26 Commits

Author SHA1 Message Date
8875af8e8a docs: fix roadmap and setup reference direction
Remove setup runbook references from prod roadmap docs so roadmap remains design intent only. Keep setup-to-roadmap links, but normalize them to explicit relative paths.
2026-06-15 19:57:21 +03:00
67f4c10c93 docs(roadmap): update various roadmap docs to align with latest infrastructure setup
- Synchronized swarm initialization, pipeline update, and certificate reloader instructions with the new monolithic stack logic and Ansible roles.
2026-06-15 16:48:04 +03:00
67dc2986dd docs(infra): restructure and update infrastructure setup documentation
- Anglicized setup and facts markdown file names for better consistency.

- Updated 01-swarm-init-multinode.md to highlight Ansible automation of Swarm initialization and labeling.

- Overhauled 03-infra-stack-changes.md to describe the single monolithic file strategy and reflect current Redis, RabbitMQ, and etcd cluster configurations.

- Fixed minor overrides and typos in Patroni templates and Ansible bootstrap documents.

- Restructured README and roadmap mapping to align with the renamed setup documents.
2026-06-15 16:42:18 +03:00
6f9d0d1588 feat(infra): Standardize StorageBox permissions and refactor DB stack name
- Ensure consistent directory and file permissions on StorageBox mounts for improved container access across application and database services.
- Introduce application-specific `storagebox_uid`/`gid` variables for more granular ownership control.
- Enhance StorageBox mount reliability by adding systemd reload and remount handlers for configuration changes.
- Add root credentials to Patroni's etcd configuration for authenticated communication.
- Update all relevant documentation and deployment scripts to use the `iklimco` Docker stack name for database services.
- Re-encrypt production vault secrets to include the new etcd password.
2026-05-23 18:11:01 +03:00
f23835a30a docs(config): Update template file paths to use 'template/' subdirectory
Reflects a clearer organization for SWAG configuration templates across all roadmap and setup documentation.
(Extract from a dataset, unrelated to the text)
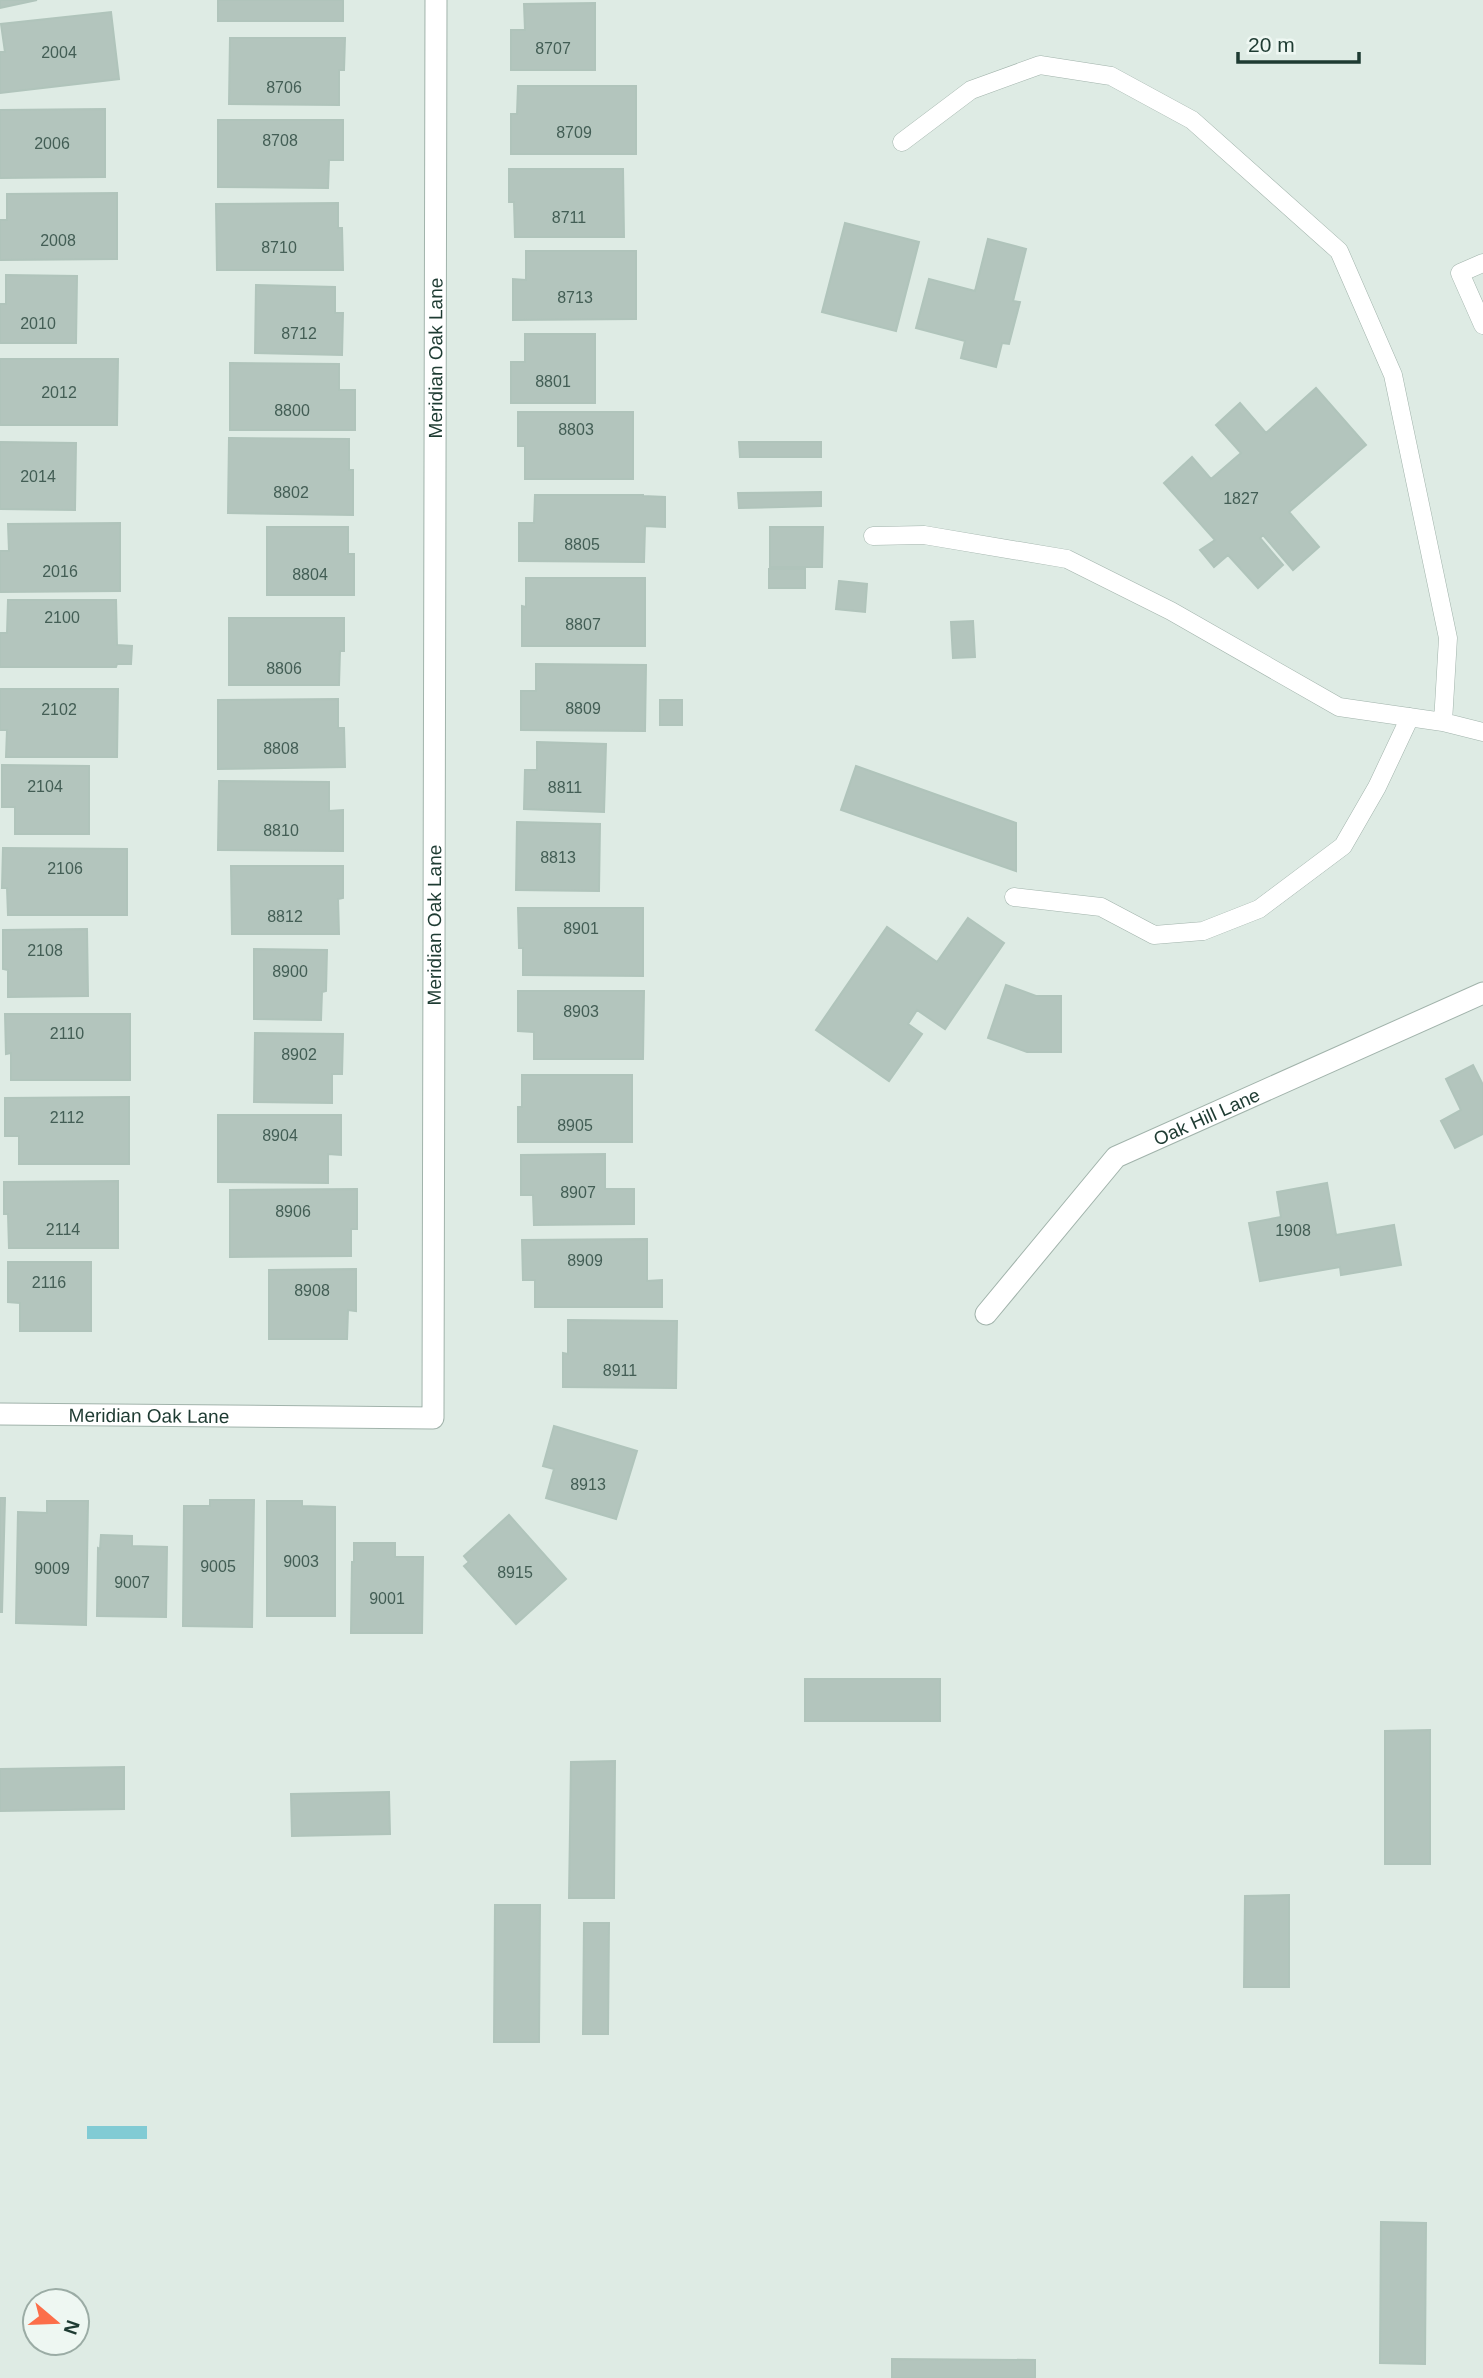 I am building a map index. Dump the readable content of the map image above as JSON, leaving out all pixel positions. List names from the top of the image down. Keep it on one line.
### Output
{"streets":{"street":["Meridian Oak Lane","Oak Hill Lane"]},"house_numbers":["8707","2004","8706","8709","8708","2006","8711","2008","8710","8713","2010","8712","8801","2012","8800","8803","2014","8802","1827","8805","2016","8804","2100","8807","8806","8809","2102","8808","2104","8811","8810","8813","2106","8812","8901","2108","8900","8903","2110","8902","2112","8905","8904","8907","8906","2114","1908","8909","2116","8908","8911","8913","9003","9005","9009","8915","9007","9001"],"scale_bar":"20 m","north":"right"}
This standardizes references to template files by explicitly including the `template/` subdirectory, improving clarity and distinction from generated configuration files.
2026-05-23 14:43:04 +03:00
ff9837ec54 feat(infra): update environment infrastructure configurations
- Synchronized environment-specific settings with the new isolated architecture.
- Updated network and storage definitions to match the latest Swarm stack requirements.
- Harmonized configuration templates for consistent cross-environment deployment.
2026-05-22 21:40:21 +03:00
e3787d80f6 docs(infra): align DB stack and APISIX production guidance
Update Environment_Infrastructure to match the current root stack conventions for database images, shared secret names, and APISIX real IP handling.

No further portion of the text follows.